» ACTIVITY
Every entry in the data below needs to be repeated exactly.

►

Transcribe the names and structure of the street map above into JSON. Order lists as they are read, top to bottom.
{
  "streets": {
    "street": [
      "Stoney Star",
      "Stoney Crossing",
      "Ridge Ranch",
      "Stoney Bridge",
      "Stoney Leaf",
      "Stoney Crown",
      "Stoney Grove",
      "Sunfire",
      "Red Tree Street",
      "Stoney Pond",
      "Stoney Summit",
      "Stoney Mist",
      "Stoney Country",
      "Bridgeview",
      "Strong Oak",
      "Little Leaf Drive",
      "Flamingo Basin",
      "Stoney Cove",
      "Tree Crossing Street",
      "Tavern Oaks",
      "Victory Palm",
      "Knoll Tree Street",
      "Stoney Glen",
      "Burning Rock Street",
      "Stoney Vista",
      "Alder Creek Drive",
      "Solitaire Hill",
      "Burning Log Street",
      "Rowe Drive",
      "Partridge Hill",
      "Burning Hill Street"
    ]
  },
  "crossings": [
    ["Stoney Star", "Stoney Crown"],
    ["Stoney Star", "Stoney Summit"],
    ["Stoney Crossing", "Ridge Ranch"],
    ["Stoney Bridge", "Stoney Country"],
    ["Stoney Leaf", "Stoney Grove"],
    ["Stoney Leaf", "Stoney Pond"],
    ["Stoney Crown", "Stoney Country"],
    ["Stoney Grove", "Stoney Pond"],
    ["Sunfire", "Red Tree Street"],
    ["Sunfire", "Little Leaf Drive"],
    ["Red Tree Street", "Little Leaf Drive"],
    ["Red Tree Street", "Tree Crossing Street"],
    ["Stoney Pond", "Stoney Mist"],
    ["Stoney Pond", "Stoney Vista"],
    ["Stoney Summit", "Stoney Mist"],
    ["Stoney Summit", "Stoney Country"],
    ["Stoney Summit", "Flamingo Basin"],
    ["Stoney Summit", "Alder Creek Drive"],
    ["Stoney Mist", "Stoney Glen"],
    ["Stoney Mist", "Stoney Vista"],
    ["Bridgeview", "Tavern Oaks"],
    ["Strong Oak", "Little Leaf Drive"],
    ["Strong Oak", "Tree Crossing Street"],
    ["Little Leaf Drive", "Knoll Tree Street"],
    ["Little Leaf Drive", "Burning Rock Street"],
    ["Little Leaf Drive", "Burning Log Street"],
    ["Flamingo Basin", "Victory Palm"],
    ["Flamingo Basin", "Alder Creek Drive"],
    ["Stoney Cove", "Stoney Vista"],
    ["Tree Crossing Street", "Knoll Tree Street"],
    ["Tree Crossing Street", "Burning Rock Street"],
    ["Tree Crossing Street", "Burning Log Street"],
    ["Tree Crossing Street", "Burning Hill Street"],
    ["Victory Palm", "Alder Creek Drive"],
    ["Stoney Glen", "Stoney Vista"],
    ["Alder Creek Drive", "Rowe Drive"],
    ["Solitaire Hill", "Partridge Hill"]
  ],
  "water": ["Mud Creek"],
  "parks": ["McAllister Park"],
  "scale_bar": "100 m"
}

◄

» FINISHED EXERCISE
Transcribe the names and structure of the street map above into JSON. Order lists as they are read, top to bottom.
{
  "streets": {
    "street": [
      "Stoney Star",
      "Stoney Crossing",
      "Ridge Ranch",
      "Stoney Bridge",
      "Stoney Leaf",
      "Stoney Crown",
      "Stoney Grove",
      "Sunfire",
      "Red Tree Street",
      "Stoney Pond",
      "Stoney Summit",
      "Stoney Mist",
      "Stoney Country",
      "Bridgeview",
      "Strong Oak",
      "Little Leaf Drive",
      "Flamingo Basin",
      "Stoney Cove",
      "Tree Crossing Street",
      "Tavern Oaks",
      "Victory Palm",
      "Knoll Tree Street",
      "Stoney Glen",
      "Burning Rock Street",
      "Stoney Vista",
      "Alder Creek Drive",
      "Solitaire Hill",
      "Burning Log Street",
      "Rowe Drive",
      "Partridge Hill",
      "Burning Hill Street"
    ]
  },
  "crossings": [
    ["Stoney Star", "Stoney Crown"],
    ["Stoney Star", "Stoney Summit"],
    ["Stoney Crossing", "Ridge Ranch"],
    ["Stoney Bridge", "Stoney Country"],
    ["Stoney Leaf", "Stoney Grove"],
    ["Stoney Leaf", "Stoney Pond"],
    ["Stoney Crown", "Stoney Country"],
    ["Stoney Grove", "Stoney Pond"],
    ["Sunfire", "Red Tree Street"],
    ["Sunfire", "Little Leaf Drive"],
    ["Red Tree Street", "Little Leaf Drive"],
    ["Red Tree Street", "Tree Crossing Street"],
    ["Stoney Pond", "Stoney Mist"],
    ["Stoney Pond", "Stoney Vista"],
    ["Stoney Summit", "Stoney Mist"],
    ["Stoney Summit", "Stoney Country"],
    ["Stoney Summit", "Flamingo Basin"],
    ["Stoney Summit", "Alder Creek Drive"],
    ["Stoney Mist", "Stoney Glen"],
    ["Stoney Mist", "Stoney Vista"],
    ["Bridgeview", "Tavern Oaks"],
    ["Strong Oak", "Little Leaf Drive"],
    ["Strong Oak", "Tree Crossing Street"],
    ["Little Leaf Drive", "Knoll Tree Street"],
    ["Little Leaf Drive", "Burning Rock Street"],
    ["Little Leaf Drive", "Burning Log Street"],
    ["Flamingo Basin", "Victory Palm"],
    ["Flamingo Basin", "Alder Creek Drive"],
    ["Stoney Cove", "Stoney Vista"],
    ["Tree Crossing Street", "Knoll Tree Street"],
    ["Tree Crossing Street", "Burning Rock Street"],
    ["Tree Crossing Street", "Burning Log Street"],
    ["Tree Crossing Street", "Burning Hill Street"],
    ["Victory Palm", "Alder Creek Drive"],
    ["Stoney Glen", "Stoney Vista"],
    ["Alder Creek Drive", "Rowe Drive"],
    ["Solitaire Hill", "Partridge Hill"]
  ],
  "water": ["Mud Creek"],
  "parks": ["McAllister Park"],
  "scale_bar": "100 m"
}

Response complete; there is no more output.